» Instructions for the task: In the entries below, how many lines hold the word "nowrap"? Answer with the number only.

-- Opening Marker --

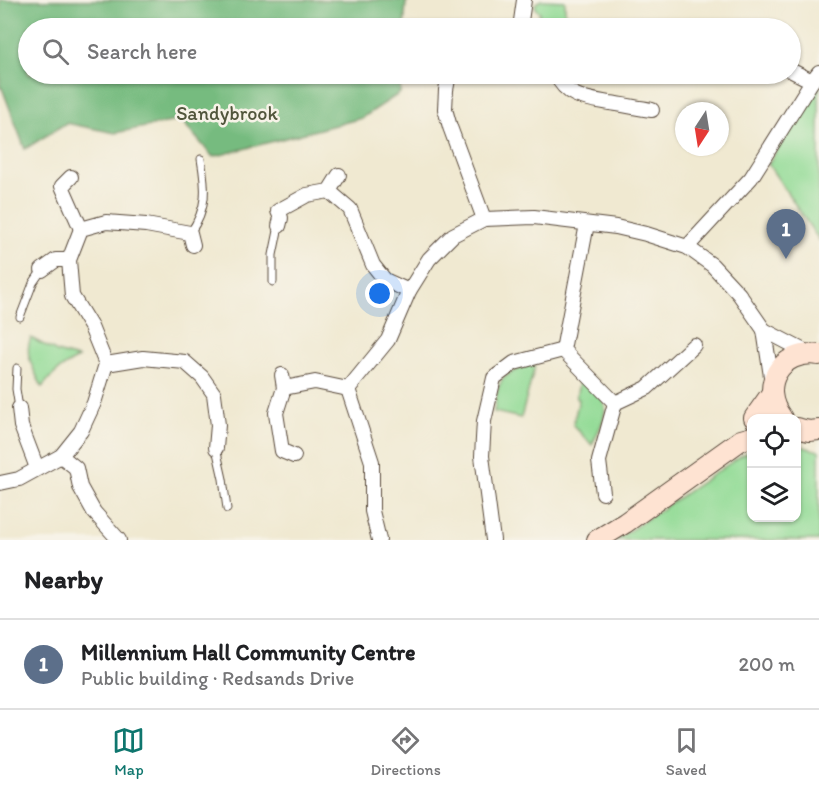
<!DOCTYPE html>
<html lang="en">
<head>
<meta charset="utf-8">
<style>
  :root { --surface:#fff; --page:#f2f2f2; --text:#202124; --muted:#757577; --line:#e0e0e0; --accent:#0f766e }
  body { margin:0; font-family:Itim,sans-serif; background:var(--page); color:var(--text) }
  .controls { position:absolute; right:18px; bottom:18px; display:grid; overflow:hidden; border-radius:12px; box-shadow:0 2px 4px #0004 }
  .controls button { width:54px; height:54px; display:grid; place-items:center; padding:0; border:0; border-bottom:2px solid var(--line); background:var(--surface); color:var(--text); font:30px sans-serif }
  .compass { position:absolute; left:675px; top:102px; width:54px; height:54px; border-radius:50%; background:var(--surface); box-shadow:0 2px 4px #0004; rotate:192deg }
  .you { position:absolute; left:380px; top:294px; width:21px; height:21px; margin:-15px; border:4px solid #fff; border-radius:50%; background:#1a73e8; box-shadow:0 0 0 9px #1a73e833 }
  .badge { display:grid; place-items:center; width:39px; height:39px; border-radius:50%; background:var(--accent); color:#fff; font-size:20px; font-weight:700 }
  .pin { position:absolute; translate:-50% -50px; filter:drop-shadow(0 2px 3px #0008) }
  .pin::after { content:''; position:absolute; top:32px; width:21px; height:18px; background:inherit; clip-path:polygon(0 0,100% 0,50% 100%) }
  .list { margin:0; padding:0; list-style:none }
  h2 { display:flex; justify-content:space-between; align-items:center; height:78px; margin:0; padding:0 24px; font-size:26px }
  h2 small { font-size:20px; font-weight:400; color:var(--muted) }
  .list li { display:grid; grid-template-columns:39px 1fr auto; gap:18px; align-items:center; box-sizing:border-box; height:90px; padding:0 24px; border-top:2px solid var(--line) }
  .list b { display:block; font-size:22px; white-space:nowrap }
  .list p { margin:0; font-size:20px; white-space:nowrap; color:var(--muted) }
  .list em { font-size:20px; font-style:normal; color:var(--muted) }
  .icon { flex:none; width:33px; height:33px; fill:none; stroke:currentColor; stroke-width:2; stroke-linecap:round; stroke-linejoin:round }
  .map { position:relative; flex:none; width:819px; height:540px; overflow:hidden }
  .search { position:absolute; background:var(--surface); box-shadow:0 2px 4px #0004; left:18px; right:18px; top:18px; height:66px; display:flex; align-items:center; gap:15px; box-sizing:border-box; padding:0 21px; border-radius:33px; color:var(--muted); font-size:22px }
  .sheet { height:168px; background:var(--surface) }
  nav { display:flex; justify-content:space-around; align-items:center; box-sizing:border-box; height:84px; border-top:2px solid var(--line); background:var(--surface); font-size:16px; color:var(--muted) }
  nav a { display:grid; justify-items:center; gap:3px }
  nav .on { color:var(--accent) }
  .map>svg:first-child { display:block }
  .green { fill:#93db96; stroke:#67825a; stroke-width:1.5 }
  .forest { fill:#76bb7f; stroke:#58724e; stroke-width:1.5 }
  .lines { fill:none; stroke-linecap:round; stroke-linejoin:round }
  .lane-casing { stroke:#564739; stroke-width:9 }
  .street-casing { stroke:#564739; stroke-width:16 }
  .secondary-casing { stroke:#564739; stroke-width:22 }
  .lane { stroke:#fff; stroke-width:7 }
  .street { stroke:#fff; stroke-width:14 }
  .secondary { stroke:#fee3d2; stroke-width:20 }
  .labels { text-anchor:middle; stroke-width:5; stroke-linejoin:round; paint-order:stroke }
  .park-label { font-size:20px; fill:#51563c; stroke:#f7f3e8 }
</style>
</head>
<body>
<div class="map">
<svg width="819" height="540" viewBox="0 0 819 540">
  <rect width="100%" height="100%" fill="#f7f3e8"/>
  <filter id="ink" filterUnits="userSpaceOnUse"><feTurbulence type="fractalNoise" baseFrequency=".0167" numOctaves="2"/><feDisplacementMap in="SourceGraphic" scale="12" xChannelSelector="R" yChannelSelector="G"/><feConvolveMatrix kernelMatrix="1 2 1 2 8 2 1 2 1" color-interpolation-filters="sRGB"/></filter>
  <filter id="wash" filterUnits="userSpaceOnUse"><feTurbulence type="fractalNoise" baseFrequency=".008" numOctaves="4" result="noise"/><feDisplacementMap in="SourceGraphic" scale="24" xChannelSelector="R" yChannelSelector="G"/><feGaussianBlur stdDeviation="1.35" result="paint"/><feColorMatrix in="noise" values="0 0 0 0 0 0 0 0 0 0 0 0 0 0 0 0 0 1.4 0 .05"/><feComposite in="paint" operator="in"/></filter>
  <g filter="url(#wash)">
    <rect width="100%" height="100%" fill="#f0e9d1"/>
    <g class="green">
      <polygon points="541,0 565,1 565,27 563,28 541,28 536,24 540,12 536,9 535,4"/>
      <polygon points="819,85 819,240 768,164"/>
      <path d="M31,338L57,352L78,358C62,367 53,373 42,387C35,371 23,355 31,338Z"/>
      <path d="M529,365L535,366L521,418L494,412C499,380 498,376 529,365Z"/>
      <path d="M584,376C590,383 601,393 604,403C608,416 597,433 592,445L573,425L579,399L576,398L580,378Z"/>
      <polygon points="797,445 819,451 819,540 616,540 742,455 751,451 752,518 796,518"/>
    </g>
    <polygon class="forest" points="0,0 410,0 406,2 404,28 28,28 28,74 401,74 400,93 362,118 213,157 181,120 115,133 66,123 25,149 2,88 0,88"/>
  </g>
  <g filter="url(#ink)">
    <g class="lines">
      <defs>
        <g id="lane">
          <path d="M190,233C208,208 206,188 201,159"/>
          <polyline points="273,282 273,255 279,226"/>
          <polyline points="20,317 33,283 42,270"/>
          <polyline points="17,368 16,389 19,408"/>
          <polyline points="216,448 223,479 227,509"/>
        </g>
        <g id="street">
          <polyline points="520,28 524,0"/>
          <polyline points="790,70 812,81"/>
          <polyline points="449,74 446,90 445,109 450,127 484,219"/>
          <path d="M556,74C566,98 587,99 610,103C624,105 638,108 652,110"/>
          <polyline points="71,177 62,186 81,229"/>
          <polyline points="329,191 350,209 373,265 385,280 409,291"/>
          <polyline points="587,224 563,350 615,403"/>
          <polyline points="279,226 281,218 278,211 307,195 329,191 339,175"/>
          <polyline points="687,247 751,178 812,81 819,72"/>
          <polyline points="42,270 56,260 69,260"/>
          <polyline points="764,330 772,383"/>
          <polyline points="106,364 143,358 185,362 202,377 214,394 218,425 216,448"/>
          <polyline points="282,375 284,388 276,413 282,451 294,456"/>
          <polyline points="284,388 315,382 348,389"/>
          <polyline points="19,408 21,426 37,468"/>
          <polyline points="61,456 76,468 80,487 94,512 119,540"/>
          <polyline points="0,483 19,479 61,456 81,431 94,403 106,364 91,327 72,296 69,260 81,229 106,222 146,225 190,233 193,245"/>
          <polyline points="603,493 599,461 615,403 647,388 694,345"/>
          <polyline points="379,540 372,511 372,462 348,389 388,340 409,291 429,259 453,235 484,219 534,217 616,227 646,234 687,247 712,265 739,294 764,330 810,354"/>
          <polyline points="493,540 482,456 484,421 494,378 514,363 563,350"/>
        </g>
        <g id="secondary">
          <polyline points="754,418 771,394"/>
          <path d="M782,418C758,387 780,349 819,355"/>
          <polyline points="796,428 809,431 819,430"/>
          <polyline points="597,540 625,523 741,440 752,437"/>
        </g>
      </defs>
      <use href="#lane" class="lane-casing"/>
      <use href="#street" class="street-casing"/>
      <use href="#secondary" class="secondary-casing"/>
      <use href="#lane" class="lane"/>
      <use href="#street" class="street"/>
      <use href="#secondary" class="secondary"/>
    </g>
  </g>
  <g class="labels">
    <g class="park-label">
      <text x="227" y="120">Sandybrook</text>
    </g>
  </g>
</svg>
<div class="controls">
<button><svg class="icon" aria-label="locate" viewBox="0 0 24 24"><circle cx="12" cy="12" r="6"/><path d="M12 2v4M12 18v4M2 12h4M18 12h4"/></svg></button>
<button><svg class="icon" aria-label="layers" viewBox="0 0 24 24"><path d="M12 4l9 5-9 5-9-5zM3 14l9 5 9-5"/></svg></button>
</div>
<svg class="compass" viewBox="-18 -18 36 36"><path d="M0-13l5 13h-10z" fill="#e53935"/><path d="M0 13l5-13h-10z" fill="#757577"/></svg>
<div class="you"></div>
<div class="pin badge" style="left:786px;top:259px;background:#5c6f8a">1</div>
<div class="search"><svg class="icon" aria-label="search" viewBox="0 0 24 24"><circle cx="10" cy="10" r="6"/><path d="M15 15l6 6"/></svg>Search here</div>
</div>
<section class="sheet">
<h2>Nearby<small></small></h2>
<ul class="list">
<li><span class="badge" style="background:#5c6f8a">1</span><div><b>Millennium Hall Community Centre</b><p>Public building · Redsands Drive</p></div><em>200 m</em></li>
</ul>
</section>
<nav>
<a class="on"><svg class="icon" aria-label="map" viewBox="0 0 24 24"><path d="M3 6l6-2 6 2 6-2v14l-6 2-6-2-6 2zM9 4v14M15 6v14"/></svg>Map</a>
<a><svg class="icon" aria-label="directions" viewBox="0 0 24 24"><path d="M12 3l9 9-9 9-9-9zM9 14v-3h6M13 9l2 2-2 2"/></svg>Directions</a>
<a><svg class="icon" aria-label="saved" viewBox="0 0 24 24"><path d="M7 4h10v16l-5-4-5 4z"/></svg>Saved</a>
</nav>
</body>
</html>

-- Closing Marker --

» Exercise response: 2